● **Problem details**
Copy every line of the records that includes the word "frame".
↓
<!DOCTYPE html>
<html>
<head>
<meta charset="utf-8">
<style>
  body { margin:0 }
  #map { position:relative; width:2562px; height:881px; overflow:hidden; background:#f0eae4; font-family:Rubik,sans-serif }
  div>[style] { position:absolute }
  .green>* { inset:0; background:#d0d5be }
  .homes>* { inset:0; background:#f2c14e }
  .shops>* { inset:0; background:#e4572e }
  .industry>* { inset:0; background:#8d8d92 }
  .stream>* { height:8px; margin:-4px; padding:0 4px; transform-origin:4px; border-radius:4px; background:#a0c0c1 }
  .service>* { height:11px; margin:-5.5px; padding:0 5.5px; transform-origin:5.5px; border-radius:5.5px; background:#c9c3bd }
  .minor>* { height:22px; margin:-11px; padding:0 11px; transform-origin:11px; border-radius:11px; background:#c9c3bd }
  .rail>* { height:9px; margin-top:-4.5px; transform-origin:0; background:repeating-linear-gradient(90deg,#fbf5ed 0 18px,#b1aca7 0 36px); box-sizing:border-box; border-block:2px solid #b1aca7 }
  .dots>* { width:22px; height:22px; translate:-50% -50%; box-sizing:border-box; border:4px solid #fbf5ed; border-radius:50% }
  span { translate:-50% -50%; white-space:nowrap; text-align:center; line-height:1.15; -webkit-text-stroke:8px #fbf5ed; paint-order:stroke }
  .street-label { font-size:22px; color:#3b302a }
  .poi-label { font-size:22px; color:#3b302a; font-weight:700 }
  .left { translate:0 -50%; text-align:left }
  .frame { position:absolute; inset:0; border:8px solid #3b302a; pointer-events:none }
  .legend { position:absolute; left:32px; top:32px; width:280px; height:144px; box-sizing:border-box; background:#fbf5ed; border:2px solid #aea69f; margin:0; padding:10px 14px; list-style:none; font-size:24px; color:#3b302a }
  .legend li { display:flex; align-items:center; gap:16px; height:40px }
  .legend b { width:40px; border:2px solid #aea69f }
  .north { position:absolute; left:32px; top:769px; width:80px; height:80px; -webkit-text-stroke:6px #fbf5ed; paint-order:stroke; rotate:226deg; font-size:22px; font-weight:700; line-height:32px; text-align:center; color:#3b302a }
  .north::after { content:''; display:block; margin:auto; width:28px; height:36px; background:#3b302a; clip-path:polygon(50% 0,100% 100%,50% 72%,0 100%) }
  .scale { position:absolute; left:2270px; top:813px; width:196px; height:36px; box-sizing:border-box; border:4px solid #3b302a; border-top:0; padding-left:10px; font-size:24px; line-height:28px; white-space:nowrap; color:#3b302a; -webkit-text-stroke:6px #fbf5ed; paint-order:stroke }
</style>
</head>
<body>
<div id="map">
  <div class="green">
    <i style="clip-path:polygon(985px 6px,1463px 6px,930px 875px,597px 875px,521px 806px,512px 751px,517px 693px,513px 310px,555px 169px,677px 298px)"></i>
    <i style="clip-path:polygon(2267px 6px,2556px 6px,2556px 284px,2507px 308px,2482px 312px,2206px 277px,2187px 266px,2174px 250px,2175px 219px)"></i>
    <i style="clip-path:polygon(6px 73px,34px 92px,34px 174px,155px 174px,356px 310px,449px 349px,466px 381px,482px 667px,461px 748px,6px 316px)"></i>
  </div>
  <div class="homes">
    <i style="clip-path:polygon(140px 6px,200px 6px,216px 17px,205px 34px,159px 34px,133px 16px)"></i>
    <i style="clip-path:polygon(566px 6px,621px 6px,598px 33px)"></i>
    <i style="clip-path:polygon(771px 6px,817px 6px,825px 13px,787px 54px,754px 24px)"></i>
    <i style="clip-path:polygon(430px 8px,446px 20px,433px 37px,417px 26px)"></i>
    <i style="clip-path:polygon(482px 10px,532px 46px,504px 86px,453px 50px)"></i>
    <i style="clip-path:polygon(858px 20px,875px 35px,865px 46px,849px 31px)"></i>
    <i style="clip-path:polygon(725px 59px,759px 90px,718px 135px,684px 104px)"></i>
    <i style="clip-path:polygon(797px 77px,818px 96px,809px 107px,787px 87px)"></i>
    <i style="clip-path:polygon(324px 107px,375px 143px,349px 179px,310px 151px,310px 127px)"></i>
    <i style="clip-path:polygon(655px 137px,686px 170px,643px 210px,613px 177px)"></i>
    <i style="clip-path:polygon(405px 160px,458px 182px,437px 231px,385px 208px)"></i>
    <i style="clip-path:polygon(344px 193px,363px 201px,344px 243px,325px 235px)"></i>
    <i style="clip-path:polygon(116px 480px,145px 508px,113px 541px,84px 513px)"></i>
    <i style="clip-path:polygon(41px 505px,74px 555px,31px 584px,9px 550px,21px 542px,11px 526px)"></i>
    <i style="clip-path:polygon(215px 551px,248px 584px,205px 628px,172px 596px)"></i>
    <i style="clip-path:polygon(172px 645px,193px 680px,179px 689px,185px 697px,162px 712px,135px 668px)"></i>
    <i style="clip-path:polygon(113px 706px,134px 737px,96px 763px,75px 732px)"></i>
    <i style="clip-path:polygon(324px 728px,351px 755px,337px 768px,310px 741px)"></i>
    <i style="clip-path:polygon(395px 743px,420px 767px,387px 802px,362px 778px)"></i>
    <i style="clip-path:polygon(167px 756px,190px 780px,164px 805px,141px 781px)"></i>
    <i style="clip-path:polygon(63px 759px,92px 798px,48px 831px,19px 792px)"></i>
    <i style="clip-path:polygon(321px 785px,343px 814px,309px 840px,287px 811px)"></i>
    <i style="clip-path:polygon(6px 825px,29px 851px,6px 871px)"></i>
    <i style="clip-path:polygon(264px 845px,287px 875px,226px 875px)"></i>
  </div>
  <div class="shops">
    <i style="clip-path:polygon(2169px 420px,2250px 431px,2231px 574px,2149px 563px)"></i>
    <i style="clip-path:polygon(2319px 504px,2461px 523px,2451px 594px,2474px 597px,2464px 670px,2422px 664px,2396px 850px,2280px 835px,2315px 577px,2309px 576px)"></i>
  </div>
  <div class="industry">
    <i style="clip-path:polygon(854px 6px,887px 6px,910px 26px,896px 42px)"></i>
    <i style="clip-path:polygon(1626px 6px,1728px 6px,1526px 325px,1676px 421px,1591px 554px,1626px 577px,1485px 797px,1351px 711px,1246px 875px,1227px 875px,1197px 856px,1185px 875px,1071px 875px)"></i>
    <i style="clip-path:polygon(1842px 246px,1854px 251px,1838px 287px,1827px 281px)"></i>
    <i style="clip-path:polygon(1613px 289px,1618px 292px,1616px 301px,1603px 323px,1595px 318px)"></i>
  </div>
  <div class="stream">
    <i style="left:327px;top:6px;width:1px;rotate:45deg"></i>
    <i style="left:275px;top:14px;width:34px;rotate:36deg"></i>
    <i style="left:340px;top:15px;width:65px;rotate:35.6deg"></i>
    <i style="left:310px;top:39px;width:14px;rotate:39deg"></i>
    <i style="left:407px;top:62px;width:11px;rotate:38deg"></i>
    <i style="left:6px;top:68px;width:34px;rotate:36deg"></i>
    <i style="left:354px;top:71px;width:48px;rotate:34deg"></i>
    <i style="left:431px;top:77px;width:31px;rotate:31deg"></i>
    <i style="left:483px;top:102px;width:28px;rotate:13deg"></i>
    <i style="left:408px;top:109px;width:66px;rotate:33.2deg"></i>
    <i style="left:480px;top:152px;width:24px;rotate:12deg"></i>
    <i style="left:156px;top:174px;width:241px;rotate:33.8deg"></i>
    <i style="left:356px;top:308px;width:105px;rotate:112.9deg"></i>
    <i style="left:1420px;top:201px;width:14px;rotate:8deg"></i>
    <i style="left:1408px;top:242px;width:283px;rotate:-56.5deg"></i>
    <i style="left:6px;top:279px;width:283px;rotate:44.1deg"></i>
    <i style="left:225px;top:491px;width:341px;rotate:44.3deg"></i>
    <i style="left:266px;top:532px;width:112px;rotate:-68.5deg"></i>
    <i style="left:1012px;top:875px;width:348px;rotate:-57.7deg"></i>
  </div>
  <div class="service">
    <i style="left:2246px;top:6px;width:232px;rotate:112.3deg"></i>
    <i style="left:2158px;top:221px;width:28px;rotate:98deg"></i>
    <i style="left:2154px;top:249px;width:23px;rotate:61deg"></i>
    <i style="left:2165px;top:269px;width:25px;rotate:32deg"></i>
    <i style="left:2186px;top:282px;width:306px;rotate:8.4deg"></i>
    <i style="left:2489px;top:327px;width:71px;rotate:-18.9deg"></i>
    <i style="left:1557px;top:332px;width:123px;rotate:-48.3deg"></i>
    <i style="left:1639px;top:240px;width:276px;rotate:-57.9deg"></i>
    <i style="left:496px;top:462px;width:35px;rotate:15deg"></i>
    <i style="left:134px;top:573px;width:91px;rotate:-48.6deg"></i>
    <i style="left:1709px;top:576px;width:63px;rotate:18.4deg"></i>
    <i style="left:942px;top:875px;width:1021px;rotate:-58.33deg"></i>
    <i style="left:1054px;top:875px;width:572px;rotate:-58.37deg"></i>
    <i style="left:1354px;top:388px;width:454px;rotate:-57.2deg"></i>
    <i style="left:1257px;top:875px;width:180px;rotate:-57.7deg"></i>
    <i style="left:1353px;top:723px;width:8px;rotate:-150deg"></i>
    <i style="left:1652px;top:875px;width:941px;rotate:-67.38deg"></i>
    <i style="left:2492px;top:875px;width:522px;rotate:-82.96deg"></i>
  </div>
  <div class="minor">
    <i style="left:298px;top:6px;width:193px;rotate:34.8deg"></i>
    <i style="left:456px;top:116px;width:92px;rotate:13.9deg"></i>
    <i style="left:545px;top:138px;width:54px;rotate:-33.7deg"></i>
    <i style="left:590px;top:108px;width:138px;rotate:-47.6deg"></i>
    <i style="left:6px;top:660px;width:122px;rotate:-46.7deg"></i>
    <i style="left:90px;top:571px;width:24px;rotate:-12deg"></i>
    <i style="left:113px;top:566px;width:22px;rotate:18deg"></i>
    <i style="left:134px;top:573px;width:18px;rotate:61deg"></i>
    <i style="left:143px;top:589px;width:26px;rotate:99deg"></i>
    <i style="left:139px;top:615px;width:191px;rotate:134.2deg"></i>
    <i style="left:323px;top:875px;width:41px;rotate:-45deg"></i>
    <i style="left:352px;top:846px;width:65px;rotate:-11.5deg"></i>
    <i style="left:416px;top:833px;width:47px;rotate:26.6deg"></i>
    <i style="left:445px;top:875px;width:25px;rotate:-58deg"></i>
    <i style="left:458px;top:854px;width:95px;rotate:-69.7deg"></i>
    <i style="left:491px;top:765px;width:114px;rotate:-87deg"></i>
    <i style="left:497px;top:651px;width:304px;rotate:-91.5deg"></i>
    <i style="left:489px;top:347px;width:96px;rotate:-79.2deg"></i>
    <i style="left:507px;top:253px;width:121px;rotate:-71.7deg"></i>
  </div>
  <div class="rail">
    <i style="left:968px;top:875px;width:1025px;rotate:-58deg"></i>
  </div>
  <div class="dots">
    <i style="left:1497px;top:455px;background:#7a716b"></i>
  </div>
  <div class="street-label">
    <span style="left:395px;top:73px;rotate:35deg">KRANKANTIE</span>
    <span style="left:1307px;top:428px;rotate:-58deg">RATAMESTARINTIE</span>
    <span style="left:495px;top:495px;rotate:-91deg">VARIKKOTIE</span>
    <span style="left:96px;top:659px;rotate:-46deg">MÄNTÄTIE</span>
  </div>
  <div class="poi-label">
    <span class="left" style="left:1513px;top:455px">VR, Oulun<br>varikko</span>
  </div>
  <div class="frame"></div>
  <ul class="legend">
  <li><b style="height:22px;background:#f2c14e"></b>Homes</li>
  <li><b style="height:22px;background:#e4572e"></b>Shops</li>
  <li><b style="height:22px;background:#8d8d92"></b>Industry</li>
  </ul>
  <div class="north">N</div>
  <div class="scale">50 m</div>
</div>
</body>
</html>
↑
↓
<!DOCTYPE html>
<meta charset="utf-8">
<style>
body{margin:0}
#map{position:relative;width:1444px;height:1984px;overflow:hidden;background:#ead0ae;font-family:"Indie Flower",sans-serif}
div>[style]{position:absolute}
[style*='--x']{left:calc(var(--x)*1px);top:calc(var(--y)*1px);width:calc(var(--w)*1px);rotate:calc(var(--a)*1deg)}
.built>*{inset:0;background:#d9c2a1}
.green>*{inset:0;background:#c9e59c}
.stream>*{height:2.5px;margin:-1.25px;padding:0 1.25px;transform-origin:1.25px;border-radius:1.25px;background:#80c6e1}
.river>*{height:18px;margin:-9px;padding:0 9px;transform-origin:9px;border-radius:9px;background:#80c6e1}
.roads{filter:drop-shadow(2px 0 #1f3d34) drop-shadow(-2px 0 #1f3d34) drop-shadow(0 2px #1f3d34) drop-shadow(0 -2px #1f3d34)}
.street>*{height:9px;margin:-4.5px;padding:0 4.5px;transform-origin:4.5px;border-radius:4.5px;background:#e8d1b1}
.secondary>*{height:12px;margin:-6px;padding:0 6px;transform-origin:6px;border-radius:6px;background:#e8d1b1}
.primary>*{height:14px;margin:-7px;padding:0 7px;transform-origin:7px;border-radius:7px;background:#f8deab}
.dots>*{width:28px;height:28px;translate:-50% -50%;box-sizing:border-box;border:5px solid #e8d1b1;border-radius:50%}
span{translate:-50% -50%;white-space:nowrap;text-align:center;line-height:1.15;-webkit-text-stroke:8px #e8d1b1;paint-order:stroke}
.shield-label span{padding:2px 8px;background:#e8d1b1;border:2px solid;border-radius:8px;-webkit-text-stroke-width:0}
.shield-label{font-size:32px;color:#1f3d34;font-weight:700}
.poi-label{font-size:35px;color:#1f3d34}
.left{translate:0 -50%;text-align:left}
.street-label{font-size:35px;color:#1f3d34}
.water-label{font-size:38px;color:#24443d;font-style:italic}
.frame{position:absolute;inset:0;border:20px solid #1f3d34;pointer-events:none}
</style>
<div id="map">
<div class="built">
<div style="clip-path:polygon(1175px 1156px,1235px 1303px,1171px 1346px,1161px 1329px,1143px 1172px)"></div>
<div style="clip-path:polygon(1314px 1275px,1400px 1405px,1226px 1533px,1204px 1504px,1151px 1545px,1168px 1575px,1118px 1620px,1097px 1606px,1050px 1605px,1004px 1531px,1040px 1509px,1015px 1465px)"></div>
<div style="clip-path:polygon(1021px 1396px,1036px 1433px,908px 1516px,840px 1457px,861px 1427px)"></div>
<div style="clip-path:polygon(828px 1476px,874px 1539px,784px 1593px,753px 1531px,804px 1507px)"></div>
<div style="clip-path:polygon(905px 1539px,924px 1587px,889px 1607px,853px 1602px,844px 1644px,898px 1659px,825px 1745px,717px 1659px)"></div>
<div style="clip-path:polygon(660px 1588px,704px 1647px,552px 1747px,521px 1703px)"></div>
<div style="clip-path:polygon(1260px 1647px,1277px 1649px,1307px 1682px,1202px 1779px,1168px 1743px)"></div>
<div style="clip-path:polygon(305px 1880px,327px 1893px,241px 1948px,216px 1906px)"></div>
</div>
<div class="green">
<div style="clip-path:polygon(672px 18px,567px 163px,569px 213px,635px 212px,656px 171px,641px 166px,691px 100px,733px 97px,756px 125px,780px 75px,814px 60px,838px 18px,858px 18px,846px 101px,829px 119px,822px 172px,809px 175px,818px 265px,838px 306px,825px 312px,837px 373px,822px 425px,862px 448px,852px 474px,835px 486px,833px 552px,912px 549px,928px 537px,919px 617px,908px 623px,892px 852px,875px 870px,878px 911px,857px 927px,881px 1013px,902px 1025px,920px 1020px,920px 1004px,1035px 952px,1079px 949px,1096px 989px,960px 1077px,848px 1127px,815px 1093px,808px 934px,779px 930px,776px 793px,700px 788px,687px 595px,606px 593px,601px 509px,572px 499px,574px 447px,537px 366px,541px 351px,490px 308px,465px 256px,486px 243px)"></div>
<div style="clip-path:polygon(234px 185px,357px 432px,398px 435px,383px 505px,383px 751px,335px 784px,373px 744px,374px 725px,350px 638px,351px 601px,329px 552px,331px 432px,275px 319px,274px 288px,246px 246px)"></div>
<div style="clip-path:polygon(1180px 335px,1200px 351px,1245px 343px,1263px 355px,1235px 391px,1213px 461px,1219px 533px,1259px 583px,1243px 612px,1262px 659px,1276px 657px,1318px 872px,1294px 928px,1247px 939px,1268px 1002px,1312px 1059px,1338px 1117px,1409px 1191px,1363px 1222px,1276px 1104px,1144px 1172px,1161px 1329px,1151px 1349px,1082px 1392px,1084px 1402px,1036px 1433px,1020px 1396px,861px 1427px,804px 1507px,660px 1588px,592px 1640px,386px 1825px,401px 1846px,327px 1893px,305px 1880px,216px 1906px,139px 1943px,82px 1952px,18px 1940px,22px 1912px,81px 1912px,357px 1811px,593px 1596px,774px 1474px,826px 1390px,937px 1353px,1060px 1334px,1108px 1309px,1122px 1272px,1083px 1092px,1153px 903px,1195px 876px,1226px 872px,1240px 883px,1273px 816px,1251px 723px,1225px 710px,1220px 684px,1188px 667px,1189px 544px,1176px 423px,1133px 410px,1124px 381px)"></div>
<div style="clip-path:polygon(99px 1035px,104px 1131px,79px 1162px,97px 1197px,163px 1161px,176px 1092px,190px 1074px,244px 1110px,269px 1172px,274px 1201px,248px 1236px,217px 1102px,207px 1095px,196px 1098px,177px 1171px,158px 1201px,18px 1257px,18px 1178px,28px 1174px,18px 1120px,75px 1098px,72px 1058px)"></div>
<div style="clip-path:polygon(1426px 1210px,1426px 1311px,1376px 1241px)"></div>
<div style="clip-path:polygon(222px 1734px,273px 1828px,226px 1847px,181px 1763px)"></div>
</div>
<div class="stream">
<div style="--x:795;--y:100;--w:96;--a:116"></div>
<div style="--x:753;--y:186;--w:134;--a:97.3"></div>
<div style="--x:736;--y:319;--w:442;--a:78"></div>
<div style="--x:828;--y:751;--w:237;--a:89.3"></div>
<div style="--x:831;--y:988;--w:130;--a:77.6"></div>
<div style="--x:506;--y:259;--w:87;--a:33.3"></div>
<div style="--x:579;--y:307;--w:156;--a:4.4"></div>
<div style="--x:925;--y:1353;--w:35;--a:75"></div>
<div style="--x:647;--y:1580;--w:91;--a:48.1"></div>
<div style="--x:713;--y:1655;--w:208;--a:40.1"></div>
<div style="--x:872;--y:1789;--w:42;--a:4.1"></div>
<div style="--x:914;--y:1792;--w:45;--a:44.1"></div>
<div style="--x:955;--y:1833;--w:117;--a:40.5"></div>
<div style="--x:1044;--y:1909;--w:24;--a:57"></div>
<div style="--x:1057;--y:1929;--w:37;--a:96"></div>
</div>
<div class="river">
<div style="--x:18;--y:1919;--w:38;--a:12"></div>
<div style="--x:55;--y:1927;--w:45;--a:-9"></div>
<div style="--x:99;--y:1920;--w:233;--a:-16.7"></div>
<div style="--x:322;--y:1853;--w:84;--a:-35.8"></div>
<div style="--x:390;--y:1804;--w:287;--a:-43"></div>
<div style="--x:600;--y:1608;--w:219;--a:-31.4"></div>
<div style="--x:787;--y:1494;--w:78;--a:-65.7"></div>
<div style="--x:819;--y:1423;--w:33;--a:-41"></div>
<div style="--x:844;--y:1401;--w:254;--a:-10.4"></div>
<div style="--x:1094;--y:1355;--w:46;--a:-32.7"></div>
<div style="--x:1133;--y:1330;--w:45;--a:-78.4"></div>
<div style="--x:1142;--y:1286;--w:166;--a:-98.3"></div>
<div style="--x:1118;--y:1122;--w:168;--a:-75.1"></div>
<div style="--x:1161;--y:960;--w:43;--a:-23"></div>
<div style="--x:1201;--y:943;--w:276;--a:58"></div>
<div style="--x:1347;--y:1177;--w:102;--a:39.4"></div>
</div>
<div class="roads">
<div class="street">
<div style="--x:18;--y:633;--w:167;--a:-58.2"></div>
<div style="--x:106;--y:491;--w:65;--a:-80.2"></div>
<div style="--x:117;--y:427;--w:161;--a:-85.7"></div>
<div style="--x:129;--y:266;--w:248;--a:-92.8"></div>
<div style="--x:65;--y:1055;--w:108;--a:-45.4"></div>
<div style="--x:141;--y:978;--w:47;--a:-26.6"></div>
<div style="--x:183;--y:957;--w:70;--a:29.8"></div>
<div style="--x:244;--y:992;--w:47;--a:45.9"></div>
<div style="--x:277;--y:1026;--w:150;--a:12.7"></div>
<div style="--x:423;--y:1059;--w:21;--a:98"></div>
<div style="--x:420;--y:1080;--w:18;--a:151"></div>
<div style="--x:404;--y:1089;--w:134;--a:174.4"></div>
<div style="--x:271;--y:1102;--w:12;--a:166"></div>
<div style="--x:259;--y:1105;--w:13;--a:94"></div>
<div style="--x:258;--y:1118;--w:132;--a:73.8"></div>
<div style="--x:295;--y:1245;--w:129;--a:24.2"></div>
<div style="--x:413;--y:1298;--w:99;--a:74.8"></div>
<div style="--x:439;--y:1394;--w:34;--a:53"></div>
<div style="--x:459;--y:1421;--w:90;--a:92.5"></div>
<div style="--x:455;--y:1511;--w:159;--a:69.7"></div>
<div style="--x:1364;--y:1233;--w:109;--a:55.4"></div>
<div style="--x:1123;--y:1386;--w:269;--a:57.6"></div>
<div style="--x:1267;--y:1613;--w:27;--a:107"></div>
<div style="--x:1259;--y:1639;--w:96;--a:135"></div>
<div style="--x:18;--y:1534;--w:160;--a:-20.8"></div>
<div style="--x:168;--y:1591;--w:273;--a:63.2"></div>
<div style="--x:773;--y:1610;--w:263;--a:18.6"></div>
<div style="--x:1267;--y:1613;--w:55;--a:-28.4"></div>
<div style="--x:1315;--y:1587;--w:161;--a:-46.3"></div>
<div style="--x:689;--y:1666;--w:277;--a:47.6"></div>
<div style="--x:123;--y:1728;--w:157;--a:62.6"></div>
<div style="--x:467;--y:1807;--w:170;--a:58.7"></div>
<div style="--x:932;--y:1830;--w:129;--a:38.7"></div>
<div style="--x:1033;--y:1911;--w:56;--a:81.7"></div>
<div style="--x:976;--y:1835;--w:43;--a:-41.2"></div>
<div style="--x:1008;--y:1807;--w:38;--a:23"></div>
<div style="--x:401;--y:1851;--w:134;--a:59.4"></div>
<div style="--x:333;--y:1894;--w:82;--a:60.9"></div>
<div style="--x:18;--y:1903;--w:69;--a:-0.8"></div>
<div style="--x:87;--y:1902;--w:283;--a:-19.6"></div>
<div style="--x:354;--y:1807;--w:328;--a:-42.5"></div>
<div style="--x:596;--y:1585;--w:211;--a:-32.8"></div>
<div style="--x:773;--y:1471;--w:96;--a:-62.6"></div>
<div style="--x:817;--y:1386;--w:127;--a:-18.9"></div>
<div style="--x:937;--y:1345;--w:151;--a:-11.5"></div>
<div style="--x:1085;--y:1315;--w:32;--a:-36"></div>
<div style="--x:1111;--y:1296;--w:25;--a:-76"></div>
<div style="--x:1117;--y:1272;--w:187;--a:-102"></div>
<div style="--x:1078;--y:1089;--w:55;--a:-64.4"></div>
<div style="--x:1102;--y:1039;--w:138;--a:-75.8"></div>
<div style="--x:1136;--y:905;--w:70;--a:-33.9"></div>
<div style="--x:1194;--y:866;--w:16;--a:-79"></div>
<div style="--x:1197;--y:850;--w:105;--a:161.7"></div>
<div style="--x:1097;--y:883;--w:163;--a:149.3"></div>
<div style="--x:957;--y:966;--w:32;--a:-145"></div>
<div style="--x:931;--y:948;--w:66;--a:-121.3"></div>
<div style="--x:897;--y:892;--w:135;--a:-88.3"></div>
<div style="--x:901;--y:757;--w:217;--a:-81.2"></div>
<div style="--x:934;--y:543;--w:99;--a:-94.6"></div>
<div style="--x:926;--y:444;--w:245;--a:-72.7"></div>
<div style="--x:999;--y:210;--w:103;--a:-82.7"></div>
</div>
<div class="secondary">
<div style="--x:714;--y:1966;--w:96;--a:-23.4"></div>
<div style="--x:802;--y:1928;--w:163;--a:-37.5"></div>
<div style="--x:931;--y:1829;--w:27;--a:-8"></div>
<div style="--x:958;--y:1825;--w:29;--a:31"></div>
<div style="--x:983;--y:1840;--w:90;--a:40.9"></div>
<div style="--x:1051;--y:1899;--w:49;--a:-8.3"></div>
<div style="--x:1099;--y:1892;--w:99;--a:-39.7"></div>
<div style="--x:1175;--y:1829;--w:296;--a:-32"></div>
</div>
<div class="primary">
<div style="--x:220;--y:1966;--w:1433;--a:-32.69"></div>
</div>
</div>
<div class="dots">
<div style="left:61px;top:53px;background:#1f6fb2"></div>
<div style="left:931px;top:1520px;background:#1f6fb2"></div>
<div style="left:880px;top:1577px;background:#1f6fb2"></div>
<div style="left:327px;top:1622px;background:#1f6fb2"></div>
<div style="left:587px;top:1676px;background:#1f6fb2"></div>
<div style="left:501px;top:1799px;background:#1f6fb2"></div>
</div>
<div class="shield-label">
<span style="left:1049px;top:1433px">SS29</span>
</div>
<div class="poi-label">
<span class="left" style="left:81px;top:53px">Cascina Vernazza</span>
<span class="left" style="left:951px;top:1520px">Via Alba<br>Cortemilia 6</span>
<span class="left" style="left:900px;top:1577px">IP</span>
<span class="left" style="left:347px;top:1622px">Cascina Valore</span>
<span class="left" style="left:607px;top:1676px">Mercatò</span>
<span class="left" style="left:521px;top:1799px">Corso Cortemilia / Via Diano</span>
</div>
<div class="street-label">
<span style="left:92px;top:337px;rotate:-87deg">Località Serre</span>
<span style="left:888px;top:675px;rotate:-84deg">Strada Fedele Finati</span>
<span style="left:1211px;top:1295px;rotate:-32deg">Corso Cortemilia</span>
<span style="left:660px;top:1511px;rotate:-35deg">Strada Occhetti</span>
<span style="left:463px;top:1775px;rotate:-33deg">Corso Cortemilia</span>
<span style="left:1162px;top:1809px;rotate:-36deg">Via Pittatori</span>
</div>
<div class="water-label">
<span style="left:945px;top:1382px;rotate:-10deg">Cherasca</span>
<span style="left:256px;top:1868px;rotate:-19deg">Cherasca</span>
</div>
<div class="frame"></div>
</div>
↑
● **Solution to this problem**
  .frame { position:absolute; inset:0; border:8px solid #3b302a; pointer-events:none }
  <div class="frame"></div>
.frame{position:absolute;inset:0;border:20px solid #1f3d34;pointer-events:none}
<div class="frame"></div>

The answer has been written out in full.